(Exercise requirements): Examine each line of the data, and copy the ones containing "lane".
━━━ Dataset records ━━━
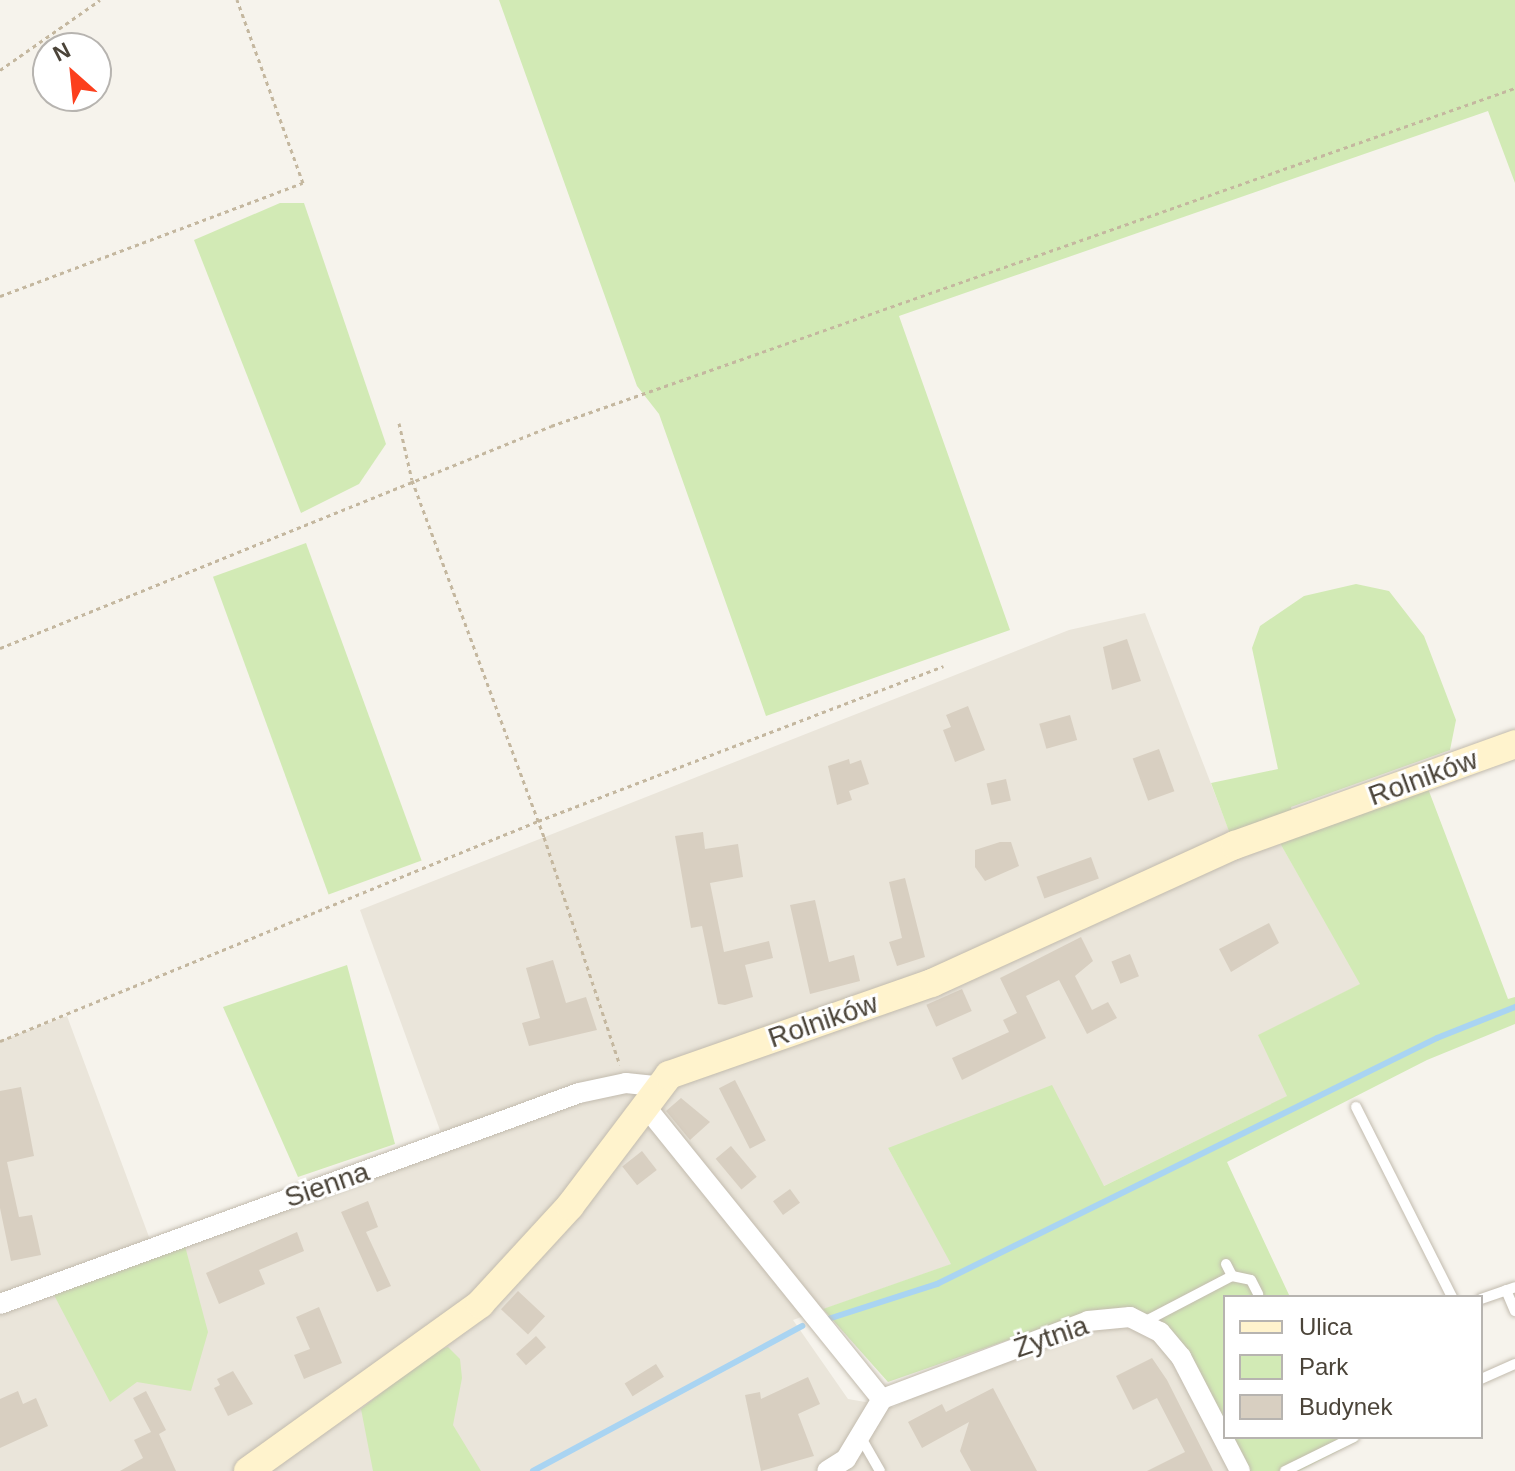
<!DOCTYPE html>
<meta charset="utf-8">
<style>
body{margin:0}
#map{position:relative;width:1515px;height:1471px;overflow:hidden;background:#f6f3ec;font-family:Arial,sans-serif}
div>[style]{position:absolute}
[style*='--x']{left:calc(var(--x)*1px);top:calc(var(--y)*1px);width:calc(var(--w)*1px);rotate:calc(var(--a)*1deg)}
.residential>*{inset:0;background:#eae5da}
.green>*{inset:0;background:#d2eab5;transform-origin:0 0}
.stream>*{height:6px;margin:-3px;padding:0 3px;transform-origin:3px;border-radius:3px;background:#a9d4f2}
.building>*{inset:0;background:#d8cfc1;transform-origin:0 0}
.path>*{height:3px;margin-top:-1.5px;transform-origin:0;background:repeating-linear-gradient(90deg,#c4b79f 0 4px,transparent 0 8px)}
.roads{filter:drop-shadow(0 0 2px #c2bbae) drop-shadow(0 0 2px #c2bbae)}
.lane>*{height:10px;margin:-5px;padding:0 5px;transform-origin:5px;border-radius:5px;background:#fff}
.street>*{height:20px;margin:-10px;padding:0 10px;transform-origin:10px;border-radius:10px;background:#fff}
.secondary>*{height:28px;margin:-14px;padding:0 14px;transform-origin:14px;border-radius:14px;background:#fff3cd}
span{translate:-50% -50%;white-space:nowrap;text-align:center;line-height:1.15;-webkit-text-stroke:6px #fff;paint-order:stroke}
.street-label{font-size:28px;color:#4b4439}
.legend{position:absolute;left:1223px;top:1295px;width:260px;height:144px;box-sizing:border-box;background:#fff;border:2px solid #b7b4b0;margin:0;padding:10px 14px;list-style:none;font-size:24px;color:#4b4439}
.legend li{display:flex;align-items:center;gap:16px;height:40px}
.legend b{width:40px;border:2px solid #b7b4b0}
.north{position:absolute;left:32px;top:32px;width:80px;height:80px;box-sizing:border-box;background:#fff;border:2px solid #b7b4b0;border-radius:50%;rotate:333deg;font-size:22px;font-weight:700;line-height:32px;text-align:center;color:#4b4439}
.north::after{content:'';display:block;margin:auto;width:28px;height:36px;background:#fc3f1d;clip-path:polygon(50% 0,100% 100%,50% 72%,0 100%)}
</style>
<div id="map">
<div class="residential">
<div style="clip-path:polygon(1145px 613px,1230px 833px,1268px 822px,1361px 984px,1259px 1035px,1288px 1096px,1104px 1186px,888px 1148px,952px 1264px,793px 1320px,848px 1399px,894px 1407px,1085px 1313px,1165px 1328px,1248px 1471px,0 1471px,0 1041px,67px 1016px,152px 1245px,441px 1133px,360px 910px,1069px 630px)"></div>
</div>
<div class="green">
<div style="clip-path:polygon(499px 0,1515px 0,1515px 183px,1488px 111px,899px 316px,1010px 630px,766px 716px,659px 414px,637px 386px)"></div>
<div style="clip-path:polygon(280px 203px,304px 203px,386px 444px,359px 484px,301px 513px,194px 240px)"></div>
<div style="left:306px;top:543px;width:338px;height:99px;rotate:70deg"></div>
<div style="clip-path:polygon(1356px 584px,1389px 591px,1424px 636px,1456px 720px,1450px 750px,1291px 807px,1297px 829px,1427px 786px,1508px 999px,1515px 997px,1515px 1024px,1427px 1060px,1227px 1162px,1290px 1297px,1225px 1297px,1225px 1427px,1165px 1328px,1085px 1313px,888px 1382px,823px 1309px,951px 1264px,888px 1148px,1052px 1085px,1104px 1186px,1287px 1096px,1258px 1035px,1360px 984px,1268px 822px,1230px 834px,1211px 783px,1278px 769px,1252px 648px,1260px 626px,1304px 596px)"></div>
<div style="clip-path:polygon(347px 965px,395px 1144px,298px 1177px,223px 1007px)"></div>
<div style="clip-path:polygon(185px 1246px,208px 1332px,191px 1391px,137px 1382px,110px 1402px,54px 1295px)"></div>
<div style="clip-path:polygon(448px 1347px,460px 1359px,462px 1378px,453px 1425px,481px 1471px,373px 1471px,361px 1409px,433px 1352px)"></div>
<div style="clip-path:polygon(1230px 1437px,1356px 1437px,1358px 1441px,1299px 1471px,1248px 1471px)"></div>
</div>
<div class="stream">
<div style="--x:825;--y:1320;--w:118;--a:-17.8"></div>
<div style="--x:937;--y:1284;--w:557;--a:-26.2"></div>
<div style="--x:1437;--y:1038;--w:84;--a:-21.7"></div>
<div style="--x:533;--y:1471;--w:306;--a:-28.3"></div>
</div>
<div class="building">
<div style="clip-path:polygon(1127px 639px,1141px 681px,1112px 690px,1103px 647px)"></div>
<div style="clip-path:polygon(968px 706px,985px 750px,955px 762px,943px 730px,951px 727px,946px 715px)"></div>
<div style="left:1070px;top:715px;width:26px;height:32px;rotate:74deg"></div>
<div style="left:1159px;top:749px;width:45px;height:28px;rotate:70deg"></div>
<div style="clip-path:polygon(849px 759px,850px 764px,861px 760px,869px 784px,849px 791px,852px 800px,837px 805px,828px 766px)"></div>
<div style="left:1006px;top:779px;width:22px;height:20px;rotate:77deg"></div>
<div style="clip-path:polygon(703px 832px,705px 849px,738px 844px,743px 877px,710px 883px,724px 952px,769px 941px,773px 958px,745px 965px,753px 997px,725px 1005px,718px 1004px,702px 926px,691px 928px,675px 836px)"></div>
<div style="clip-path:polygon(1000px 842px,1011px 842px,1019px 866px,985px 881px,975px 867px,975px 850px)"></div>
<div style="left:1091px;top:857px;width:23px;height:58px;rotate:70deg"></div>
<div style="clip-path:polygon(905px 878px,925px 957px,897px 966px,889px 942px,902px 938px,889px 882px)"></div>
<div style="clip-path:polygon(815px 900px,829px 962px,854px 955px,860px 981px,810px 994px,790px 905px)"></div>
<div style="clip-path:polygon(1269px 923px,1279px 943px,1231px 972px,1219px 949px)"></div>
<div style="clip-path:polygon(1081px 937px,1093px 961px,1075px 976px,1092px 1010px,1108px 1002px,1117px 1018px,1087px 1034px,1059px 980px,1026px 996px,1046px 1038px,962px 1080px,952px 1058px,1009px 1032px,1003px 1020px,1017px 1013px,1000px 978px)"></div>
<div style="left:1130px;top:954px;width:24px;height:20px;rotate:68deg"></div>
<div style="clip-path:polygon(553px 960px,566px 1003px,586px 997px,597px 1030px,529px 1046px,522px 1023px,540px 1018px,526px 968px)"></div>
<div style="left:962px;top:989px;width:24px;height:39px;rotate:66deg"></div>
<div style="left:735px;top:1080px;width:68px;height:18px;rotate:63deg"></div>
<div style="clip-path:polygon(21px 1087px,34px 1156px,7px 1162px,19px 1217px,32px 1215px,41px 1255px,11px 1261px,0 1208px,0 1091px)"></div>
<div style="clip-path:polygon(681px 1098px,710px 1122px,690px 1140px,666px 1111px)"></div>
<div style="left:731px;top:1146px;width:40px;height:20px;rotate:50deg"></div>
<div style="left:642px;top:1151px;width:24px;height:25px;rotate:52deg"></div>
<div style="left:790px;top:1189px;width:17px;height:21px;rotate:54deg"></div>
<div style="clip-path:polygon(368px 1201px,378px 1227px,366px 1232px,391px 1286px,377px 1292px,341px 1212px)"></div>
<div style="clip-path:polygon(297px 1232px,304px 1251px,259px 1270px,265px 1284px,219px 1304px,206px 1273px)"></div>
<div style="left:518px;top:1291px;width:37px;height:25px;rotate:43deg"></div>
<div style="clip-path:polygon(319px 1307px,342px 1363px,304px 1379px,294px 1355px,310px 1349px,296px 1317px)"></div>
<div style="left:536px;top:1336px;width:15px;height:27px;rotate:48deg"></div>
<div style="clip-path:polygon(1152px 1358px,1167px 1380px,1213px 1471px,1147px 1471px,1185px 1452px,1157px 1398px,1133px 1410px,1116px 1376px)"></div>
<div style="left:656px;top:1364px;width:15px;height:37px;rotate:58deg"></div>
<div style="clip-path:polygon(233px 1371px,253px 1404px,228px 1416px,214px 1388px,220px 1385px,217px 1379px)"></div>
<div style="clip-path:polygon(808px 1377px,820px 1404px,798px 1414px,814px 1456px,761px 1471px,745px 1395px,760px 1392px,761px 1399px)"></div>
<div style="clip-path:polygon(993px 1388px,1012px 1424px,1037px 1471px,971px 1471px,960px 1451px,969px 1422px,922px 1448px,908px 1422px,942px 1404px,946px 1412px)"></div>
<div style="clip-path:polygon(18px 1391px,23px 1404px,36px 1398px,48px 1426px,0 1448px,0 1399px)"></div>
<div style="clip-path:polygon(146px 1391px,166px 1430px,159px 1434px,176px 1471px,120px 1471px,143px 1458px,134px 1440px,151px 1432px,133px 1398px)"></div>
</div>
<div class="path">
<div style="--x:0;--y:70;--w:122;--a:-35"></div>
<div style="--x:0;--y:296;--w:323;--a:-20.5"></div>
<div style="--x:303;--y:183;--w:195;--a:-109.8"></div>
<div style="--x:399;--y:423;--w:58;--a:77.2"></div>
<div style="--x:412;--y:480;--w:381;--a:69.7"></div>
<div style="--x:544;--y:837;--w:240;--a:71.6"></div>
<div style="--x:0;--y:648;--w:594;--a:-21.94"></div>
<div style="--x:551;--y:426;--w:1022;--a:-19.32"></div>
<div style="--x:0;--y:1041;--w:581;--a:-22.24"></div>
<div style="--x:538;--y:821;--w:434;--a:-20.9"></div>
</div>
<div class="roads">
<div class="lane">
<div style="--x:1356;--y:1107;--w:213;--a:63.2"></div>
<div style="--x:1226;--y:1264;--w:13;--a:63"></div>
<div style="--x:1506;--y:1290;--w:23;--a:67"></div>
<div style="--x:1481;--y:1299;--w:36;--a:-19"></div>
<div style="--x:1144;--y:1322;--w:99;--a:-27.6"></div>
<div style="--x:1232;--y:1276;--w:19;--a:12"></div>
<div style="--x:1251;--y:1280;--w:16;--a:63"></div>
<div style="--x:1481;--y:1379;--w:37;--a:-24"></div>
<div style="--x:860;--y:1436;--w:40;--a:60.3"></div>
<div style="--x:1285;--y:1471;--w:77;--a:-26.2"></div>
</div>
<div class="street">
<div style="--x:646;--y:1107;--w:375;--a:51.1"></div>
<div style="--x:882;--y:1399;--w:70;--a:121"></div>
<div style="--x:846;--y:1459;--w:22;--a:148"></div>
<div style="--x:0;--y:1304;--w:616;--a:-20.02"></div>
<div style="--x:579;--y:1093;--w:48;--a:-12"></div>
<div style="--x:626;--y:1083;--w:31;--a:6"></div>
<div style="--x:882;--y:1399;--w:220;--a:-20.7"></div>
<div style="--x:1088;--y:1321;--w:42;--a:-5.4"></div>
<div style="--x:1130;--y:1317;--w:34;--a:27"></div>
<div style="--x:1160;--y:1332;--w:33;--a:50"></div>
<div style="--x:1181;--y:1357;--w:128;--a:62.6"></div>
</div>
<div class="secondary">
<div style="--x:248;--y:1471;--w:286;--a:-35.7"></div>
<div style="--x:480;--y:1304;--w:133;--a:-47.4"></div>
<div style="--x:570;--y:1206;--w:164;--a:-52.9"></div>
<div style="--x:669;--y:1075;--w:279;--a:-19.3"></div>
<div style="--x:932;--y:983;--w:333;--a:-24.5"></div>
<div style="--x:1235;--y:845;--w:298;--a:-19.8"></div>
</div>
</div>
<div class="street-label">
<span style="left:1423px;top:778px;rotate:-20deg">Rolników</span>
<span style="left:823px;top:1021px;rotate:-19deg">Rolników</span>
<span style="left:327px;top:1185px;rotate:-19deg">Sienna</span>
<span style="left:1051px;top:1337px;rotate:-19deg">Żytnia</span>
</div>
<ul class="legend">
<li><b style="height:10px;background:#fff3cd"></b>Ulica</li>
<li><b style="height:22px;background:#d2eab5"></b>Park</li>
<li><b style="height:22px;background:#d8cfc1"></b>Budynek</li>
</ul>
<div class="north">N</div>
</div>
━━━
(Solution):
.lane>*{height:10px;margin:-5px;padding:0 5px;transform-origin:5px;border-radius:5px;background:#fff}
<div class="lane">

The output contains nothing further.